• _What the task asks_:
Check every line of the listing below for the word "bottom" and give the number of lines where it appears, with nothing added.

• _Data provided_:
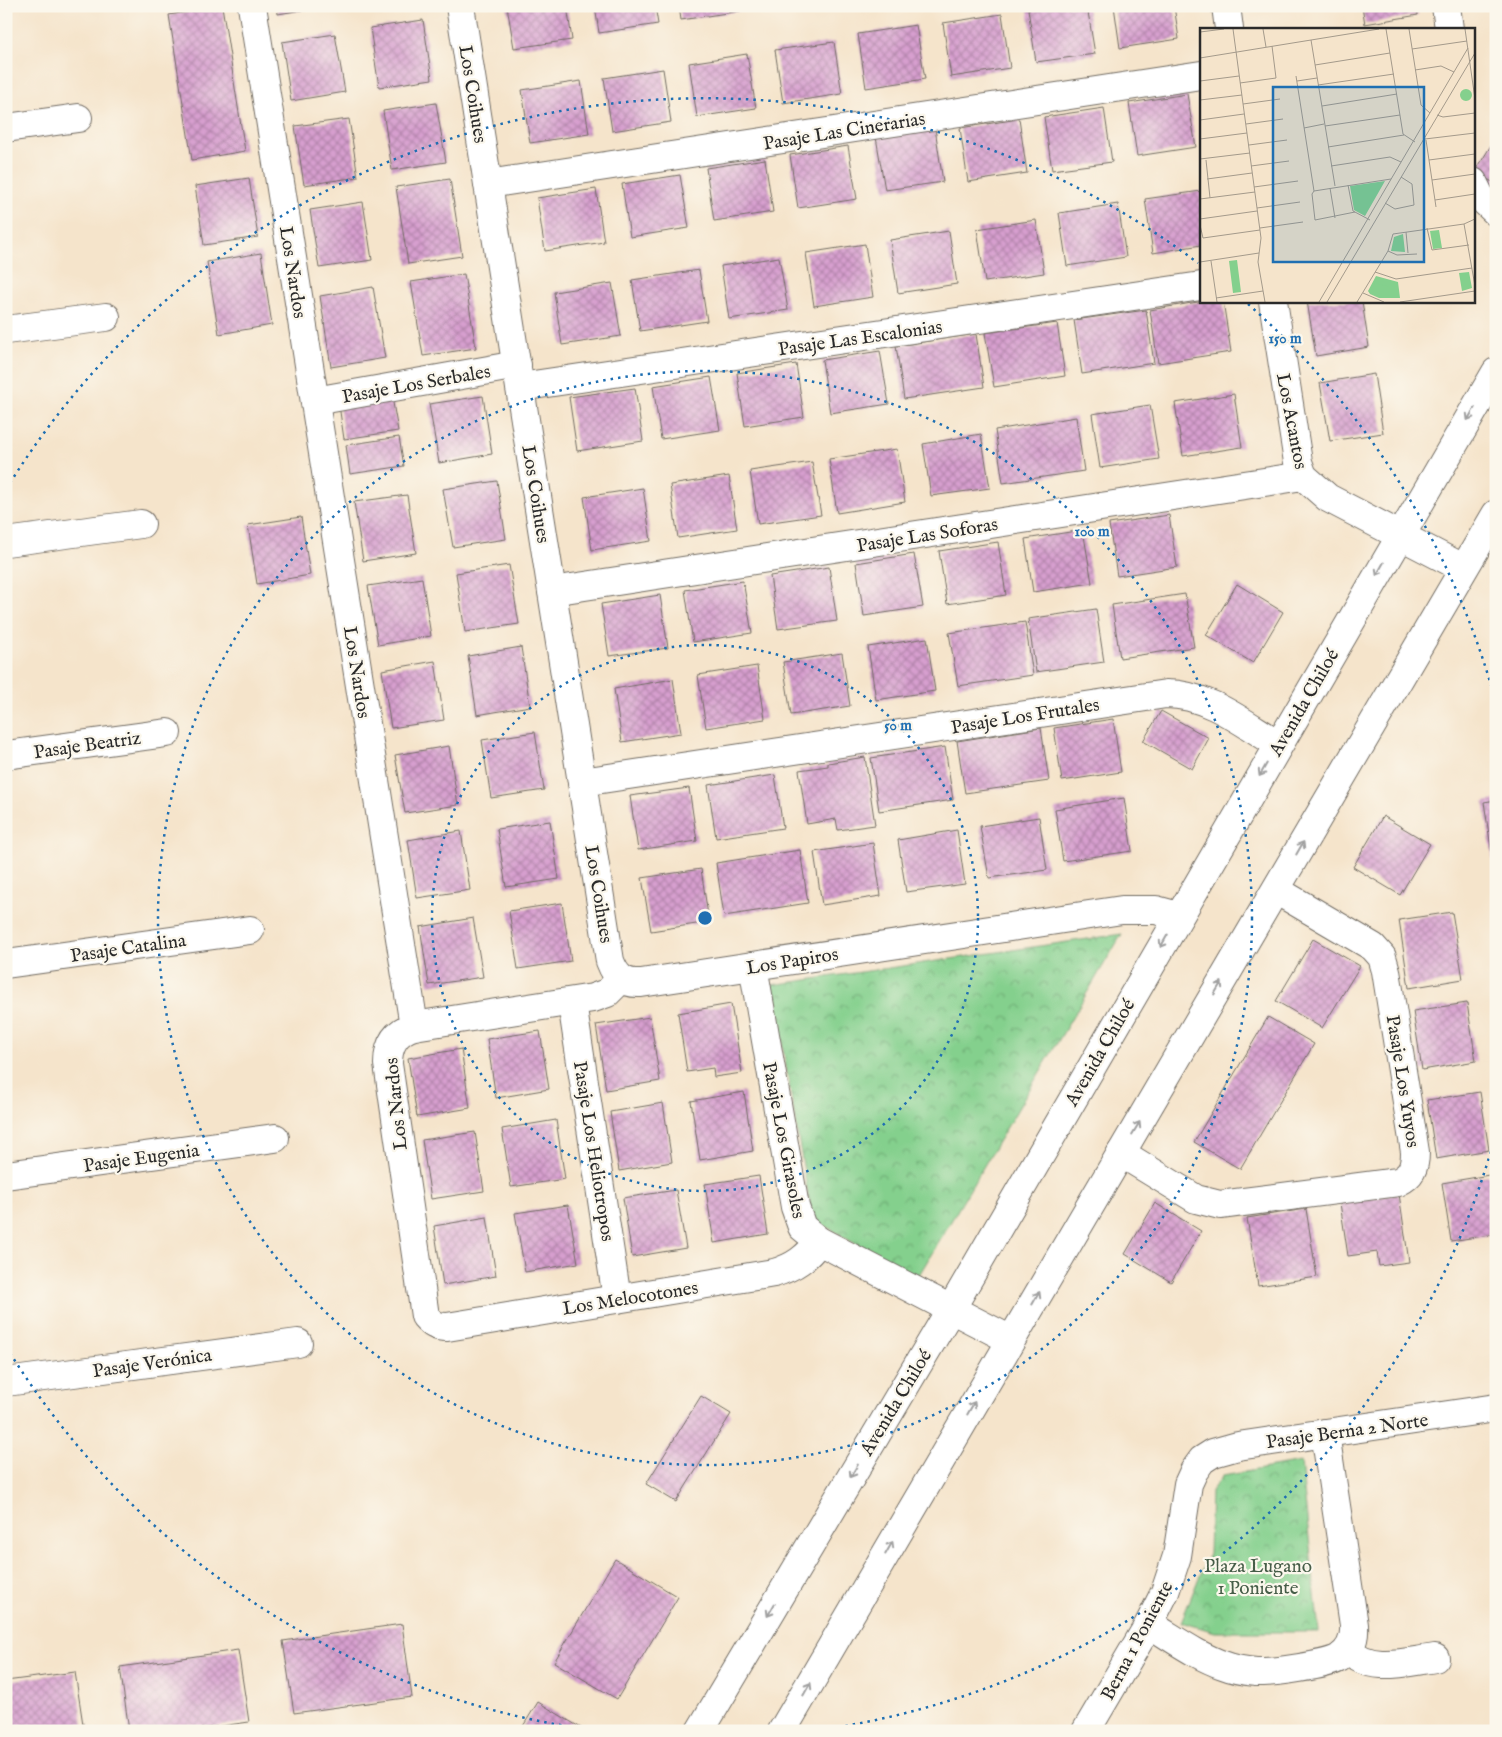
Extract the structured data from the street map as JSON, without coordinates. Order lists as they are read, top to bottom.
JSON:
{
  "streets": {
    "street": [
      "Los Coihues",
      "Pasaje Las Cinerarias",
      "Los Nardos",
      "Pasaje Las Escalonias",
      "Pasaje Los Serbales",
      "Los Acantos",
      "Pasaje Las Soforas",
      "Avenida Chiloé",
      "Pasaje Los Frutales",
      "Pasaje Beatriz",
      "Pasaje Catalina",
      "Los Papiros",
      "Pasaje Los Yuyos",
      "Pasaje Los Girasoles",
      "Pasaje Los Heliotropos",
      "Pasaje Eugenia",
      "Los Melocotones",
      "Pasaje Verónica",
      "Pasaje Berna 2 Norte",
      "Berna 1 Poniente"
    ]
  },
  "crossings": [
    ["Los Coihues", "Pasaje Las Cinerarias"],
    ["Los Coihues", "Pasaje Las Escalonias"],
    ["Los Coihues", "Pasaje Los Serbales"],
    ["Los Coihues", "Pasaje Las Soforas"],
    ["Los Coihues", "Pasaje Los Frutales"],
    ["Los Coihues", "Los Papiros"],
    ["Los Nardos", "Pasaje Los Serbales"],
    ["Los Nardos", "Los Melocotones"],
    ["Pasaje Las Escalonias", "Pasaje Los Serbales"],
    ["Los Acantos", "Pasaje Las Soforas"],
    ["Los Acantos", "Avenida Chiloé"],
    ["Avenida Chiloé", "Pasaje Los Frutales"],
    ["Avenida Chiloé", "Los Papiros"],
    ["Avenida Chiloé", "Pasaje Los Girasoles"],
    ["Los Papiros", "Pasaje Los Girasoles"],
    ["Pasaje Los Girasoles", "Los Melocotones"],
    ["Pasaje Los Heliotropos", "Los Melocotones"],
    ["Pasaje Berna 2 Norte", "Berna 1 Poniente"]
  ],
  "parks": ["Plaza Lugano 1 Poniente"],
  "rings": ["150 m", "100 m", "50 m"]
}
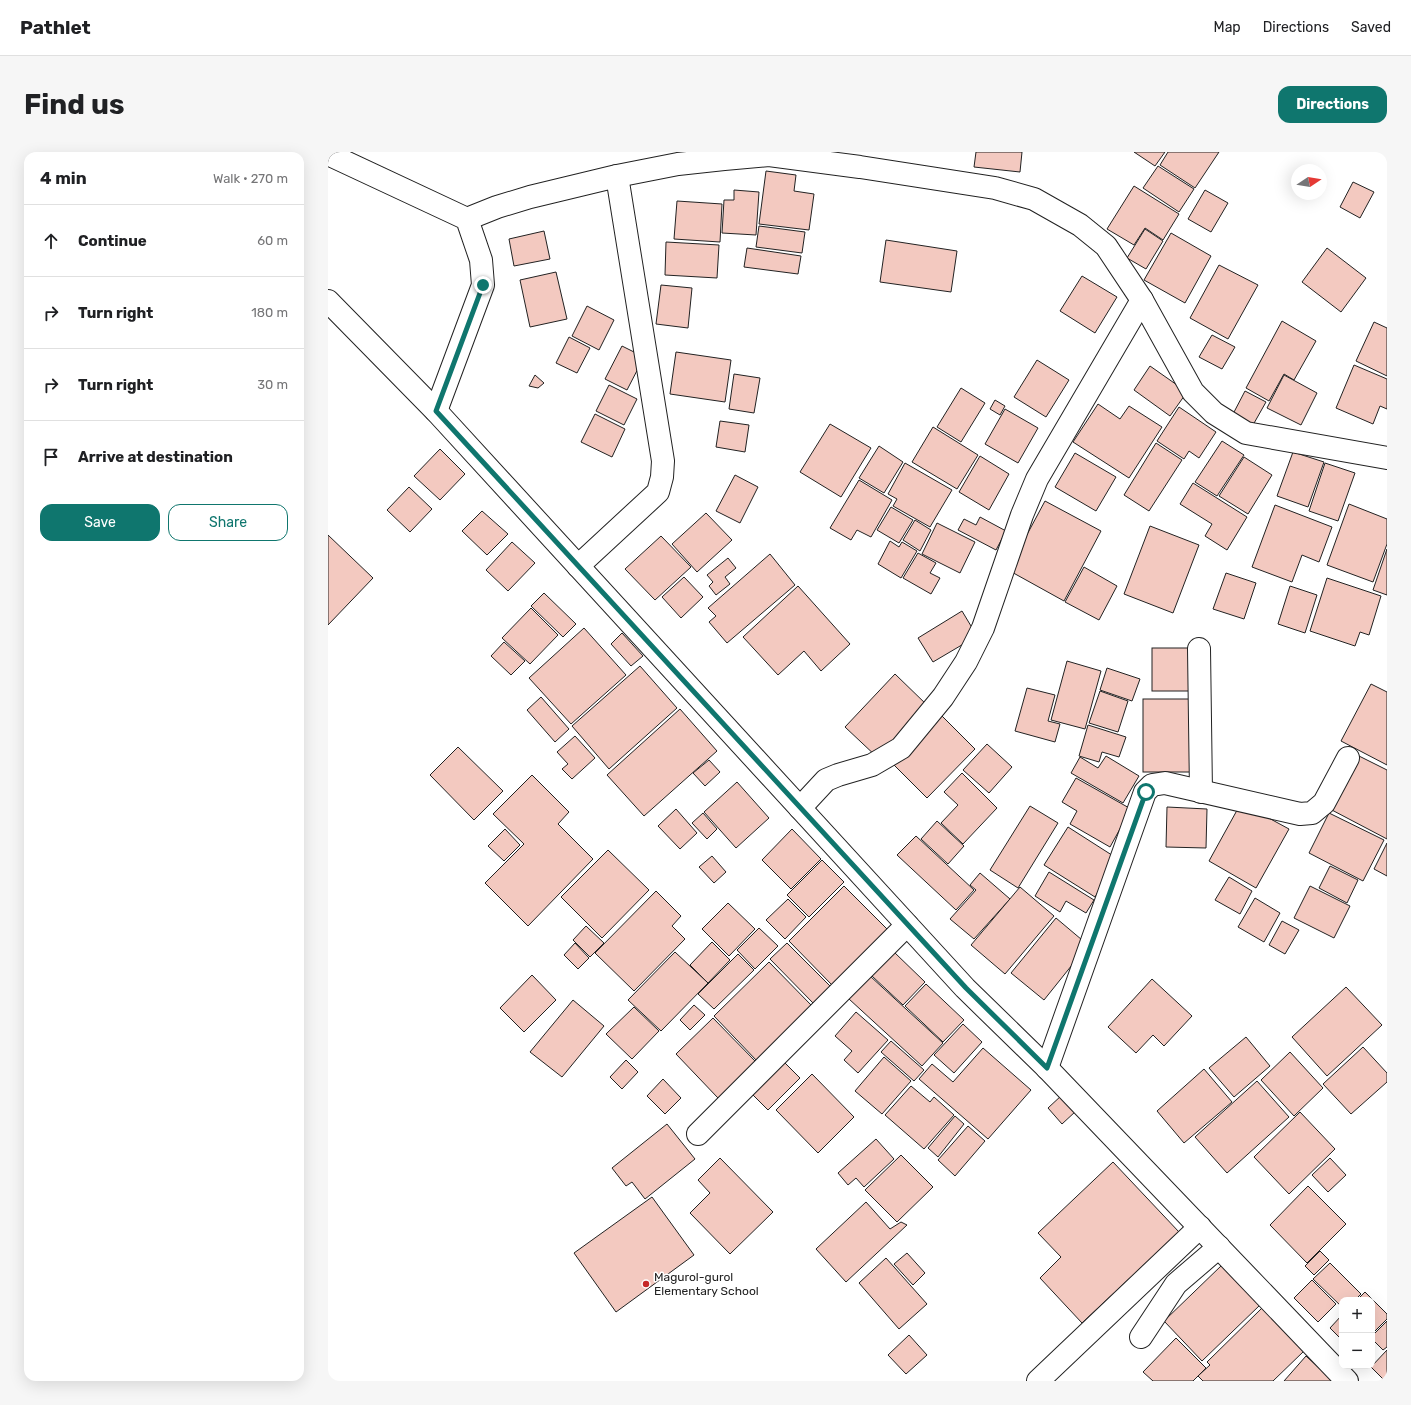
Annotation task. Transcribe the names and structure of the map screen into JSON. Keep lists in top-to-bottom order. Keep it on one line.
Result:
{"places":["Magurol-gurol Elementary School"],"north":"right","page":{"header":"Pathlet","nav":["Map","Directions","Saved"],"buttons":["Directions",["Save","Share"]],"title":"Find us","heading":["4 min","Walk · 270 m"],"list":[["Continue","60 m"],["Turn right","180 m"],["Turn right","30 m"],"Arrive at destination"],"map_buttons":["+","−"]}}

• _Output for this task_:
2